What were some thoughts that came to mind as you paused and reflected on the words In the beginning God? Maybe images of a dark world without form and void came to mind. Maybe the word beginning brought to mind the opening scene of a movie you recently watched or the first page of a novel you’ve been reading. Maybe it’s hard for you to imagine what a beginning looked like before God had even created the world? What’s important for us is not necessarily what it was like before God began forming the world, but that God was already there before he supernaturally spoke it into existence. 

As we allow ourselves to meditate for a few moments on the beginning of our world, the first thing we notice is that scripture doesn’t allow us to imagine it without the presence of God. Before anything was, there was God. Even more astonishingly, before the beginning ever was, God had already chosen the you to eventually be a part of it. 

“…even as he chose us in him before the foundation of the world…” (Eph. 1:4a).

As a songwriter, ideas for lyrics and melodies come to me in unique ways that seem to defy any objective formula or rational explanation. As much as I wish that inspiration came in some sort of easy to open, pre-packaged form, it seems more ghost-like in nature. Before a lyric or melody is conceived of or composed in my mind, an image will materialize from any variety of sources and comprise the grain of a song that will someday become realized in recorded fruition. 
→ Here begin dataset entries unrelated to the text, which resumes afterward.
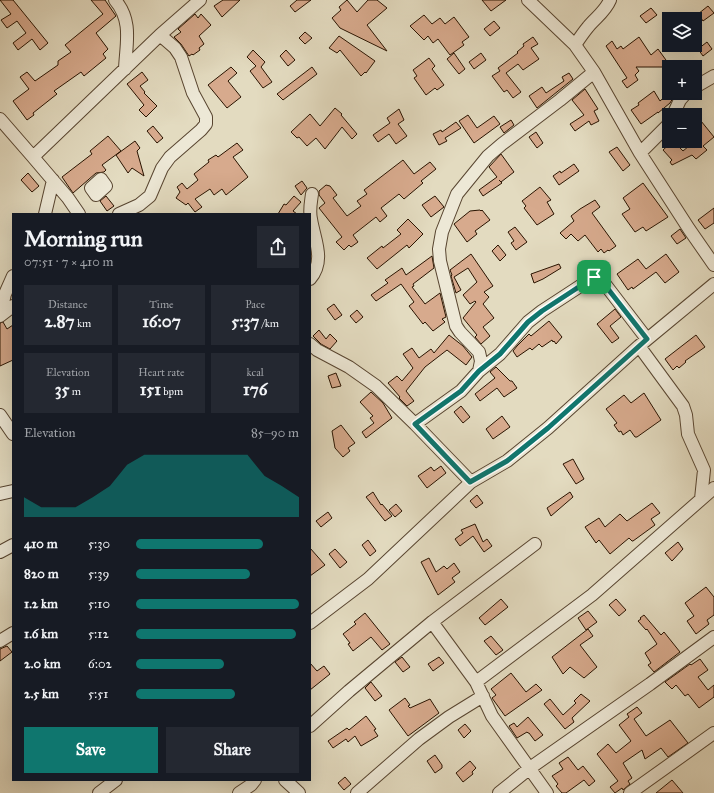 <!DOCTYPE html>
<html lang="en">
<head>
<meta charset="utf-8">
<style>
  :root { --surface:#171b24; --page:#242831; --text:#f1f3f6; --muted:#9ea1a6; --accent:#0f766e }
  body { margin:0; font-family:"IM FELL Great Primer",serif; background:var(--page); color:var(--text); height:100vh; display:flex; flex-direction:column; font-size:15px; white-space:nowrap }
  * { box-sizing:border-box; margin:0 }
  p { font-size:13px; color:var(--muted) }
  .icon { flex:none; width:22px; height:22px; fill:none; stroke:currentColor; stroke-width:2; stroke-linecap:round; stroke-linejoin:round }
  .map { position:relative; flex:1; overflow:hidden }
  .drawer { position:absolute; left:12px; top:213px; width:299px; height:568px; display:flex; flex-direction:column; background:var(--surface); border-radius:0px; box-shadow:0 4px 16px #0002 }
  .drawer>* { flex:none }
  .tools { position:absolute; left:662px; top:12px; display:grid; gap:8px }
  .tools a { display:grid; place-items:center; width:40px; height:40px; border-radius:0px; background:var(--surface); box-shadow:0 4px 16px #0002; font-size:20px }
  .pin { position:absolute; display:grid; place-items:center; width:34px; height:34px; color:#fff; margin:-17px; border-radius:8px; box-shadow:0 2px 6px #0006 }
  .round { display:grid; place-items:center; flex:none; width:42px; height:42px; border-radius:0px; background:var(--page) }
  .headline { display:flex; align-items:center; justify-content:space-between; height:68px; padding:0 12px }
  h1 { font-size:22px; font-weight:700; line-height:30px }
  .stats { display:grid; grid-template-columns:repeat(3,1fr); gap:6px; height:68px; padding:4px 12px }
  .stats div { display:grid; align-content:center; border-radius:0px; background:var(--page); text-align:center }
  .stats b { font-size:17px; font-weight:700 }
  .stats small { font-size:11px; font-weight:400 }
  .stats p { font-size:11px }
  .chart { height:112px; padding:8px 12px }
  .chart p { display:flex; justify-content:space-between }
  .chart svg { width:100%; height:72px; margin-top:4px; fill:var(--accent); opacity:.7 }
  .action { display:flex; gap:8px; margin-top:auto; padding:8px 12px }
  .action a { flex:1; height:46px; border-radius:0px; background:var(--accent); color:#fff; font-size:16px; font-weight:700; line-height:46px; text-align:center }
  .action a+a { background:var(--page); color:var(--text) }
  ul { padding:0 12px; list-style:none; font-size:13px }
  li { display:grid; grid-template-columns:64px 48px 1fr; align-items:center; height:30px }
  li i { height:10px; border-radius:5px; background:var(--accent) }
  .map>svg:first-child { display:block }
  .building { fill:#d7aa8d; stroke:#291300 }
  .lines { fill:none; stroke-linecap:round; stroke-linejoin:round }
  .minor-casing { stroke:#584530; stroke-width:14 }
  .minor { stroke:#ede8d6; stroke-width:12 }
  .route-casing { stroke:#fff; stroke-width:8 }
  .route { stroke:#0f766e; stroke-width:5 }
</style>
</head>
<body>
<div class="map">
<svg width="714" height="793" viewBox="0 0 714 793">
  <rect width="100%" height="100%" fill="#e3dbc0"/>
  <filter id="stains"><feTurbulence type="fractalNoise" baseFrequency=".005" numOctaves="4"/><feColorMatrix values="0 0 0 0 .2 0 0 0 0 .09 0 0 0 0 .02 0 0 0 .5 -.17"/></filter>
  <radialGradient id="worn" r=".72"><stop offset=".6" stop-color="#630" stop-opacity="0"/><stop offset="1" stop-color="#630" stop-opacity=".3"/></radialGradient>
  <path class="building" d="M0,0H13L48,43L40,50L32,39L18,50L13,43L26,33L17,21L7,28L1,20L11,14Z
    M91,0H105L116,16L96,33L108,49L103,54L106,58L84,76L81,72L54,91L57,94L33,113L34,115L27,120L13,101L29,89L20,77L27,72L35,81L58,65V61L71,52L65,45L103,14Z
    M223,0H240L222,17L214,6Z
    M297,0H311L295,12L290,6Z
    M347,0L357,12L368,0H377L387,8L367,25L387,51L340,28L332,18L341,10L339,7Z
    M482,0H506L491,11Z
    M708,6L714,13L703,21L698,14Z
    M651,8L657,15L646,23L640,16Z
    M195,14L198,18L201,14L211,25L199,36L204,44L199,48L200,50L193,55L192,54L189,56L181,44L174,37L181,32L178,29Z
    M424,15L432,24L440,18L445,24L454,17L469,37L462,42L464,45L450,55L438,39L433,43L428,36L424,40L410,26Z
    M494,21L500,28L490,36L484,29Z
    M305,32L312,38L305,44L299,38Z
    M339,36L375,61L366,73L365,72L361,76L340,50L337,53L329,48Z
    M533,37L538,44L531,48L539,59L523,70L518,64L506,73L521,92L513,98L507,90L504,92L492,76L500,71L498,68L518,53L517,52L524,46L523,44Z
    M639,37L651,55L658,49L671,67H636L639,71L635,75L638,80L627,88L622,81L627,78L606,46L612,41L617,49L621,46L623,49Z
    M707,42L712,49L703,56L698,49Z
    M253,50L265,62L261,67L272,82L263,88L250,71L256,66L247,57Z
    M286,50L295,60L288,66L280,56Z
    M454,53L465,69L459,74L447,59Z
    M481,53L486,60L474,69L469,62Z
    M429,58L435,66L432,69L444,85L437,90L435,88L426,95L414,78L417,76L413,70Z
    M231,67L237,73L228,81L241,97L227,108L208,85Z
    M312,67L317,74L283,100L277,94Z
    M142,72L148,80L140,86L145,92L144,93L157,106L146,117L139,110L144,105L127,84Z
    M569,73L573,79L537,108L529,96L542,87L546,93L564,81L562,77Z
    M585,89L598,109L594,111L599,121L591,125L589,121L575,131L570,124L584,115L572,100Z
    M654,91L660,101L669,93H676L670,103L658,113V112L641,124L631,110L639,105L638,103Z
    M335,108L342,114L341,115L357,134L352,139L342,127L325,149L316,138L307,146L299,137L297,138L291,132L310,114L320,126Z
    M399,109L404,120L398,124L407,136L396,144L389,134L378,142L373,135L390,123L387,118Z
    M468,115L477,128L494,116L500,124L474,143L459,121Z
    M695,116L700,122L701,121L714,137L703,146L707,150L696,159L692,155L672,165L670,162L672,160L663,150L673,141L683,151L695,141Z
    M511,120L514,125L504,133L500,127Z
    M456,122L461,128L445,138L447,141L439,145L433,134L441,130L442,132Z
    M153,126L163,138L157,143L147,131Z
    M536,132L543,143L537,148L529,137Z
    M108,136L121,151L102,165L106,170L104,172L96,173L73,193L62,177L92,154L90,151Z
    M135,141L140,148L137,151L144,176L132,168L128,173L116,155Z
    M237,143L243,150L233,157L248,177L226,195L222,189L214,195L210,189L195,199L202,207L195,212L188,203L186,205L176,198L180,192L177,187L182,183L187,189L198,180L194,174L209,162L208,160L216,155L218,157Z
    M617,147L630,165L623,171L609,152Z
    M501,154L514,172L501,182L499,180L502,183L483,196L479,190L497,177L489,167Z
    M403,160L414,174L430,162L436,169L421,181L423,183L404,199L399,194L381,208L387,216L380,222L376,217L353,235L358,242L351,247L349,245L344,250L336,242L342,237L319,208L325,203L319,195V191L326,185L330,186L337,195L333,198L347,216L361,206L357,201L367,194L364,190Z
    M574,164L579,171L559,185L553,176L560,171L561,173Z
    M28,173L39,186L32,192L21,180Z
    M302,181L307,188L301,195L295,186Z
    M643,183L668,217L646,231L643,227L635,232L622,214L630,209L623,198Z
    M540,187L551,200L547,202L554,214L537,225L524,208L526,206L522,201Z
    M106,196L114,206L107,211L100,201Z
    M294,196L301,202L293,211L297,214H278L284,204L286,205Z
    M435,196L444,207L431,217L422,205Z
    M595,200L600,207L592,213L616,246L609,251L608,250L604,253L601,249L598,252L585,235L578,241L571,234L566,239L560,233L574,221L571,216L580,209Z
    M714,208V223L705,229L698,220Z
    M480,210L481,211L482,210L490,220L475,231L477,234L467,242L454,224L470,211Z
    M408,219L423,234L409,248L407,245L377,269L367,258L382,246L383,248L401,234L397,230Z
    M515,227L527,242L516,250L511,243L514,241L508,232Z
    M680,229L686,238L677,244L671,236Z
    M498,245L506,255L500,261L492,251Z
    M471,254L493,286L484,292L489,297L483,304L494,318L483,327L490,336L481,344L475,337L477,335L463,318L476,302L475,301L470,304L463,295L477,282L468,268L454,277L461,290L456,293L451,276L452,275L450,270Z
    M666,254L679,272L665,283L656,272L637,286L633,289L632,287L628,290L617,274L638,259L646,269Z
    M432,256L434,268L413,284L414,286L412,287L425,304L440,293L446,317L442,319L445,322L433,331L425,322L423,324L409,306L414,302L401,284L376,301L371,295L388,283L385,280L402,268L406,275Z
    M559,264L561,268L543,279L534,283L531,274Z
    M334,304L342,315L335,320L327,309Z
    M615,309L621,317L610,326L619,338L612,343L597,324Z
    M357,310L363,317L356,323L350,316Z
    M549,321L562,337L556,344L554,341L553,342L552,340L542,347L539,344L532,350L530,348L517,357L513,351L517,346L529,334L531,336Z
    M3,322L7,329L13,325V360L0,366V323Z
    M319,330L326,339L330,334L337,341L330,349L321,344L313,336Z
    M449,335L463,346L472,357L466,365L447,350L425,367L406,391L414,401L407,406L399,398L400,397L388,383L397,376L402,381L413,368L403,354L412,348L419,358L431,349L434,353Z
    M696,335L705,347L685,361L686,362L679,368L677,366L673,370L665,359Z
    M496,367L510,381H512L517,388L504,397L497,388L480,401L475,394L495,378L490,372Z
    M336,373L341,386L332,388L328,376Z
    M371,392L383,403L392,418L366,438L362,432L374,423L370,418L373,416L360,402Z
    M644,393L661,420L637,437H635L630,430L623,435L621,431L619,432L614,425L617,423L606,409L624,395L631,403Z
    M461,406L470,417L463,423L454,412Z
    M502,416L510,427L493,439L486,429Z
    M341,425L355,443L348,448L350,451L343,457L335,448L332,431Z
    M573,459L584,479L576,484L563,464Z
    M441,466L446,473L427,488L418,476L431,467L434,471Z
    M373,492L381,505L382,504L392,516L385,521L366,497Z
    M570,492L573,497L551,516L547,508Z
    M477,495L483,503L476,508L470,501Z
    M652,503L660,513L651,519L655,525L633,541H632L629,538L610,554L599,540L596,543L585,527L599,518L605,527L620,514L627,521Z
    M396,504L402,511L395,517L389,510Z
    M328,512L332,518L321,527L316,521Z
    M475,524L483,542L487,539L492,546L484,552L473,536L460,546L455,539L463,533L461,530Z
    M368,540L376,551L370,556L362,545Z
    M678,542L683,549L672,561L665,553Z
    M310,548L325,565L310,576Z
    M335,549L347,562L340,568L329,554Z
    M429,558L436,572L444,566L447,569L454,563L460,572L452,578L455,582L438,595L421,562Z
    M706,587L714,597V615L707,620L709,624L696,634L687,621L694,616L685,603Z
    M501,599L508,607L485,625L479,618Z
    M616,599L626,610L619,616L609,605Z
    M588,611L597,622L586,630L578,618Z
    M365,613L390,644L382,650L371,637L353,651L348,644L350,643L343,634L356,624L354,622Z
    M644,615L661,635L664,632L680,652L654,672L648,665L651,663L645,653L657,644L647,629L646,630L638,621L641,619L640,618Z
    M588,629L593,636L580,645L597,667L584,678L570,667L563,674L552,657Z
    M491,636L503,650L496,655L484,641Z
    M7,646L12,652L0,661V649Z
    M402,657L410,667L403,672L395,662Z
    M439,657L444,663L433,671L428,664Z
    M700,659L708,670L698,677L708,690L714,685V697L699,708L688,694L685,696L676,685L672,689L665,682L690,664L691,665Z
    M310,663L317,671L324,666L330,674L310,690Z
    M511,673L526,692L536,684L542,690L505,716L492,698L496,695L491,689Z
    M371,682L382,696L375,701L365,688Z
    M581,694L590,701L572,718L574,722L565,729L544,704L550,699L563,715L576,703L574,701Z
    M405,698L410,705L408,706L410,708L430,699L439,713L408,736L389,710Z
    M637,707L642,713L634,719L646,736L670,720L688,743L668,757L661,748L645,759L642,750L623,763L632,778L628,781L630,784L623,790L622,788L615,793L610,787L618,781L597,754L608,744L616,753L631,741L619,725L629,717L627,714Z
    M366,716L376,729L374,730L378,736L361,746L355,736L348,742L346,739L333,748L328,741L347,728L349,730Z
    M528,717L543,735L535,741L529,733H528L527,732L517,738L509,726L514,723L517,727Z
    M465,724L471,731L464,738L458,730Z
    M435,755L442,765V768L435,773L427,761Z
    M568,757L578,770L583,766L595,781L589,786L584,780L566,793H562L556,786L558,784L552,776L563,769L559,763Z
    M470,761L476,768L472,772L473,774L463,782L456,773Z
    M345,777L351,784L344,790L338,783Z
    M672,780L683,793H656Z"/>
  <g class="lines">
    <g class="minor-casing">
      <path id="minor" d="M115,0C133,21 126,44 125,69
        M528,0L575,45L594,72L640,153L689,229L714,265
        M575,45C579,39 583,33 588,27C595,18 605,12 610,0
        M695,87L714,76
        M673,115L680,100L686,93
        M0,119L33,157
        M640,153L669,124
        M101,179L106,186L96,195L91,188Z
        M45,214L53,180
        M79,214L68,198L33,157L160,35L200,0
        M119,214L139,205L150,196L162,168L170,157L201,130L206,124V117L193,93L181,57L175,48L160,35
        M310,279C326,260 314,239 311,219C309,210 311,202 312,194
        M0,316L5,294L13,276
        M0,316L13,306
        M310,344L317,350L349,367L376,386L415,424L471,482
        M639,346L683,406L686,415L688,434L704,470L701,499
        M479,371L500,354L528,322L542,311L594,277L601,279L647,339
        M0,415L13,434
        M415,424L461,391L479,371L481,361L479,352L460,332L456,326L440,261L439,249L442,232L457,194L488,156L502,144L560,100L594,72
        M0,494L13,491
        M0,552L13,545
        M432,622L476,682L492,716L547,793
        M310,623L368,579L471,482L507,461L548,428L639,346L714,284
        M0,641L13,633
        M476,682L592,595L714,488
        M310,726L349,691L432,622L535,544
        M285,780L299,793
        M99,793L116,780
        M239,793L251,785L255,780
        M357,793L419,739L449,717L483,696
        M499,793L530,768L650,684L714,637
        M630,793L714,733"/>
    </g>
    <use href="#minor" class="minor"/>
  </g>
  <g class="lines">
    <g class="route-casing">
      <path id="route" d="M594,277L601,280L647,339L548,428L507,461L470,482L415,424L461,391L479,371L500,354L528,322L542,311Z"/>
    </g>
    <use href="#route" class="route"/>
  </g>
  <rect width="100%" height="100%" filter="url(#stains)"/>
  <rect width="100%" height="100%" fill="url(#worn)"/>
</svg>
<div class="tools">
<a><svg class="icon" aria-label="layers" viewBox="0 0 24 24"><path d="M12 4l9 5-9 5-9-5zM3 14l9 5 9-5"/></svg></a>
<a>+</a>
<a>−</a>
</div>
<div class="pin" style="left:594px;top:277px;background:#1e9e55"><svg class="icon" aria-label="arrive" viewBox="0 0 24 24"><path d="M6 21V4h12l-3 4 3 4H6"/></svg></div>
<section class="drawer">
<div class="headline"><div><h1>Morning run</h1><p>07:51 · 7 × 410 m</p></div><a class="round"><svg class="icon" aria-label="share" viewBox="0 0 24 24"><path d="M12 15V3M7 8l5-5 5 5M5 13v7h14v-7"/></svg></a></div>
<div class="stats">
<div><p>Distance</p><b>2.87<small> km</small></b></div>
<div><p>Time</p><b>16:07</b></div>
<div><p>Pace</p><b>5:37<small> /km</small></b></div>
</div>
<div class="stats">
<div><p>Elevation</p><b>35<small> m</small></b></div>
<div><p>Heart rate</p><b>151<small> bpm</small></b></div>
<div><p>kcal</p><b>176</b></div>
</div>
<div class="chart"><p><span>Elevation</span>85–90 m</p>
<svg viewBox="0 0 160 44" preserveAspectRatio="none"><path d="M0 44V32L10 38L20 38L30 38L40 32L50 25L60 12L70 6L80 6L90 6L100 6L110 6L120 6L130 6L140 19L150 25L160 32V44z"/></svg>
</div>
<ul>
<li><b>410 m</b>5:30<i style="width:78%"></i></li>
<li><b>820 m</b>5:39<i style="width:70%"></i></li>
<li><b>1.2 km</b>5:10<i style="width:100%"></i></li>
<li><b>1.6 km</b>5:12<i style="width:98%"></i></li>
<li><b>2.0 km</b>6:02<i style="width:54%"></i></li>
<li><b>2.5 km</b>5:51<i style="width:61%"></i></li>
</ul>
<div class="action"><a>Save</a><a>Share</a></div>
</section>
</div>
</body>
</html>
Very incompletely, this illustrates our chosen-ness by God. Before he had ever composed the opening notes that would comprise his creation song, he had imagined us in his infinite mind to “Be fruitful and multiply and fill the earth and subdue it, and have dominion over the fish of the sea and over the birds of the heavens and over every living thing that moves on the earth” (Gen. 1:28). Equally as thought provoking is this: not only did God choose us before he chose the world he would create, he also planned what our purpose would be as his chosen people. 
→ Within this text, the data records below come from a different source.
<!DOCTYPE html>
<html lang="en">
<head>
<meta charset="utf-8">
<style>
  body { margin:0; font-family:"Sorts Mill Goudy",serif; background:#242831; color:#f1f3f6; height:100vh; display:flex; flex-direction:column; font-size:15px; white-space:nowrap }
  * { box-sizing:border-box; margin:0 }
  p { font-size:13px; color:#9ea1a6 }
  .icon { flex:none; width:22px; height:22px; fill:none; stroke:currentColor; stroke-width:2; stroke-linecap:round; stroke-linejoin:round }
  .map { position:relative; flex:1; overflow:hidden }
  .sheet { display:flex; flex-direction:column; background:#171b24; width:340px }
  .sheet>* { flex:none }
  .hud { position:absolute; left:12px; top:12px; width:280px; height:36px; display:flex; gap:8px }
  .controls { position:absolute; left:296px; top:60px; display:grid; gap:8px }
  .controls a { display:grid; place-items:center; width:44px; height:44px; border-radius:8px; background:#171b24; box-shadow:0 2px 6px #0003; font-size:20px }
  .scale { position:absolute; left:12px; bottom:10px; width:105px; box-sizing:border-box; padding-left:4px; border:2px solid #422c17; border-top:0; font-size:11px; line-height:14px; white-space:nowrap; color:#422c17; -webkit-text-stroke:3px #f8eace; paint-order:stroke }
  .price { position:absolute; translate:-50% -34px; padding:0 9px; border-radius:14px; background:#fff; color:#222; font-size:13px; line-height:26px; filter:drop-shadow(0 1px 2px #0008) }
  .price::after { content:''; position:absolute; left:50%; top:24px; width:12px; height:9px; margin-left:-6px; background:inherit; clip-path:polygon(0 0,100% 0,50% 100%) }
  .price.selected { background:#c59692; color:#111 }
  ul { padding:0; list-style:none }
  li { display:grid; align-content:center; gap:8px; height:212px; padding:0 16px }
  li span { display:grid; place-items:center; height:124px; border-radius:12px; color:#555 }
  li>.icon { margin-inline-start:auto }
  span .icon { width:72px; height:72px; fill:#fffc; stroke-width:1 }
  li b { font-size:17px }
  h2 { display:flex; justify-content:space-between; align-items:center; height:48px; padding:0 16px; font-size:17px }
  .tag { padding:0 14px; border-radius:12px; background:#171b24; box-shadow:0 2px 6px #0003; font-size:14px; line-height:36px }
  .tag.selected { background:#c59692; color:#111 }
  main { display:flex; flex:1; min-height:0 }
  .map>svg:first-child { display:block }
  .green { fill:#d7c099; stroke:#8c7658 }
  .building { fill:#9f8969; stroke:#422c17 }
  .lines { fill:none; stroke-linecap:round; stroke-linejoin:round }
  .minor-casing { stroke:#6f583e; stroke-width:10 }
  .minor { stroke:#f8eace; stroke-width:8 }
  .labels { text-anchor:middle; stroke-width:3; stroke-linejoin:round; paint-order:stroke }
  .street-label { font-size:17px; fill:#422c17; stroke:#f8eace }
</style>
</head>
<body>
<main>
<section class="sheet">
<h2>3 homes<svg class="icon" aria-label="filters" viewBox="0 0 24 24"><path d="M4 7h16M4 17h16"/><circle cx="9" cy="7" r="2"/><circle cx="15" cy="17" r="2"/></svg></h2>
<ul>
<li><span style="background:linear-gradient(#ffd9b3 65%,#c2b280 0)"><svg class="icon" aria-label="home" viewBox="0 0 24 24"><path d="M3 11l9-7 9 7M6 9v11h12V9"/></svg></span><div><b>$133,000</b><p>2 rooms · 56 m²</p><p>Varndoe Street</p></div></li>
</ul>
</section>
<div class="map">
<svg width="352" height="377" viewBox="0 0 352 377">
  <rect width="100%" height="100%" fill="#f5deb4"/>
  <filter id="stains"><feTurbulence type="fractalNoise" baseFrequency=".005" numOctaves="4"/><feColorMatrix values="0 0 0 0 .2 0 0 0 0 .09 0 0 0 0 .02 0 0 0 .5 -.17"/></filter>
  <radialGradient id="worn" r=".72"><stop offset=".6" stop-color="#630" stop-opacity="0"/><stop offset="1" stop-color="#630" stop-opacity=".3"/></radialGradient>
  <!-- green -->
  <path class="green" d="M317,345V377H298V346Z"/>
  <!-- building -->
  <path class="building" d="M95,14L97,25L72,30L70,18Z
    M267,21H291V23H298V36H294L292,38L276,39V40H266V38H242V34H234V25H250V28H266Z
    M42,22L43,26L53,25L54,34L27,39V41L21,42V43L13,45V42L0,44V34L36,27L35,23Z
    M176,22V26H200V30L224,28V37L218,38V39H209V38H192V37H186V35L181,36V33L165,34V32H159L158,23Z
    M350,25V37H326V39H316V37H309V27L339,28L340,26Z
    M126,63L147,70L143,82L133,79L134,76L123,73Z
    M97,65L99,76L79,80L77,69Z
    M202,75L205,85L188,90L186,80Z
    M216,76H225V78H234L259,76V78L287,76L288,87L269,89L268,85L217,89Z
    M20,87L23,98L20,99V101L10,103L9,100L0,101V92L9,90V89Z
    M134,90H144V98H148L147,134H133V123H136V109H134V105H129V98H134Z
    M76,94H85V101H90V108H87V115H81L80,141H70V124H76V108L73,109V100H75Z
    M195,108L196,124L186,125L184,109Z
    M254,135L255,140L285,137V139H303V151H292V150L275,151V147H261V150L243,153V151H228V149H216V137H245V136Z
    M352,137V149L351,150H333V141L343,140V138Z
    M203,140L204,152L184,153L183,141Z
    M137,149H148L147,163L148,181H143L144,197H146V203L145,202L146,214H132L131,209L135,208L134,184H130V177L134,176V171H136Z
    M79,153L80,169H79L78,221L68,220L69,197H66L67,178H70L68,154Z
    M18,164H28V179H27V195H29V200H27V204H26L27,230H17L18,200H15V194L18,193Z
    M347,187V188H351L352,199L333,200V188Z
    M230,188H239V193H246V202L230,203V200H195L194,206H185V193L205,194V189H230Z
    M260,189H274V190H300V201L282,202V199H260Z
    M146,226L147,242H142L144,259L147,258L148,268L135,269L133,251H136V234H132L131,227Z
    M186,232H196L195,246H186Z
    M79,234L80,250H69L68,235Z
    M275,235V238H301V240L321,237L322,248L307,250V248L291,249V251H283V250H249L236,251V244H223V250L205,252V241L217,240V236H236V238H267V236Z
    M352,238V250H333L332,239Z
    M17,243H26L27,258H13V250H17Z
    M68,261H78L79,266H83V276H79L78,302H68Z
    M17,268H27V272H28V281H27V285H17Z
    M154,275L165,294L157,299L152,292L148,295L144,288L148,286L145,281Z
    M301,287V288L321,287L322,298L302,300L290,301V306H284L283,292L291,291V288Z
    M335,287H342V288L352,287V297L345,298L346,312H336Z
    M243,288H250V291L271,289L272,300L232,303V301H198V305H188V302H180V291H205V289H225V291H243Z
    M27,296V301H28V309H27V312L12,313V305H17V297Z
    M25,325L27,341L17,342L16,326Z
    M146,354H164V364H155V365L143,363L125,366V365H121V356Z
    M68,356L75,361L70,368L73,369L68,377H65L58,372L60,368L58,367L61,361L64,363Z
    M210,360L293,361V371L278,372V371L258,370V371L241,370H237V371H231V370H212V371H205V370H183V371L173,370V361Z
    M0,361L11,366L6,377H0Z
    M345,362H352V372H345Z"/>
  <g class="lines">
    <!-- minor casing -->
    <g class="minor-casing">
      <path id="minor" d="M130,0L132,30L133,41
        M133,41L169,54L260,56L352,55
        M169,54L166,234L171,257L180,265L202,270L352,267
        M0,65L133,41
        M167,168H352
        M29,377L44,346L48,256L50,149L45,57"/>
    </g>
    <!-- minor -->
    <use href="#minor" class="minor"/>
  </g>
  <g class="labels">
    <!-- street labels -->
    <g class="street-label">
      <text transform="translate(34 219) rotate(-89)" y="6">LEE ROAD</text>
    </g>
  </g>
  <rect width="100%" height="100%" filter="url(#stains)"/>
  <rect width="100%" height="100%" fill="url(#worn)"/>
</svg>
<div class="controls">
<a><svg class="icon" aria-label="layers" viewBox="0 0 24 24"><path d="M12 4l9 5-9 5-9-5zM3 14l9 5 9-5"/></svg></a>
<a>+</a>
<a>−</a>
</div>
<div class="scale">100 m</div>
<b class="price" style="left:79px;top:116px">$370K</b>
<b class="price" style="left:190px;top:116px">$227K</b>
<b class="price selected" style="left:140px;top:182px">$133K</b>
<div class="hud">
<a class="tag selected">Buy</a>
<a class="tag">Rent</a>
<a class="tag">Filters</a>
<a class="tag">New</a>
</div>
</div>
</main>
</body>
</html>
“…that we should be holy and blameless before him. (Eph. 1:4b).

To be a chosen son or daughter of God is to become holy and blameless, or to say it another way, set apart and righteous before Him and for Him. The reason why God chose you to be holy and blameless is because he can only make his home with those who are set apart and righteous like himself. 

Of course, God knew that when he chose you that another decision had to be made to ensure that his presence with you would remain.  

“In love he predestined us for adoption to himself as sons through Jesus Christ, according to the purpose of his will…” (Eph. 1:5).

So there’s that word predestine. It makes some of us uncomfortable, but what the apostle Paul intended when he wrote to the church in Ephesus was not to begin a theological debate but to assure them that belonging to God since the beginning didn’t happen by some random stroke of luck or anything they did to finally be granted God’s favor. No, God loved us before he made us, but had to plan to adopt us because the sin we were born into meant God wasn’t automatically our Father at birth. So to be predestined means that in the beginning God meant for you to be his and for him to be with you because he conceived you, loved you, chose you, planned for you, and purpose to be with you. Forever. 

So, as you look forward to Christmas and New Year’s this year, remember that all of your beginnings will not begin in the absence of God’s presence. In the same way that God was present before he presented the world, God will continue to go before you in all things. This helps remind you that all those beginning things that cause so much fear, unrest and anxiety will not be entered into alone or carried out in isolation. 

Reflect

How will reflecting on In the beginning God help you as you anticipate the New Year? If God chose you before speaking the world into existence, how much more can you trust his promise to be with you through the unknowns that loom ahead in the new year and beyond? As you reflect on all the potential beginnings that lie ahead, how will meditating on the presence of God help change how you approach new challenges and unknown changes?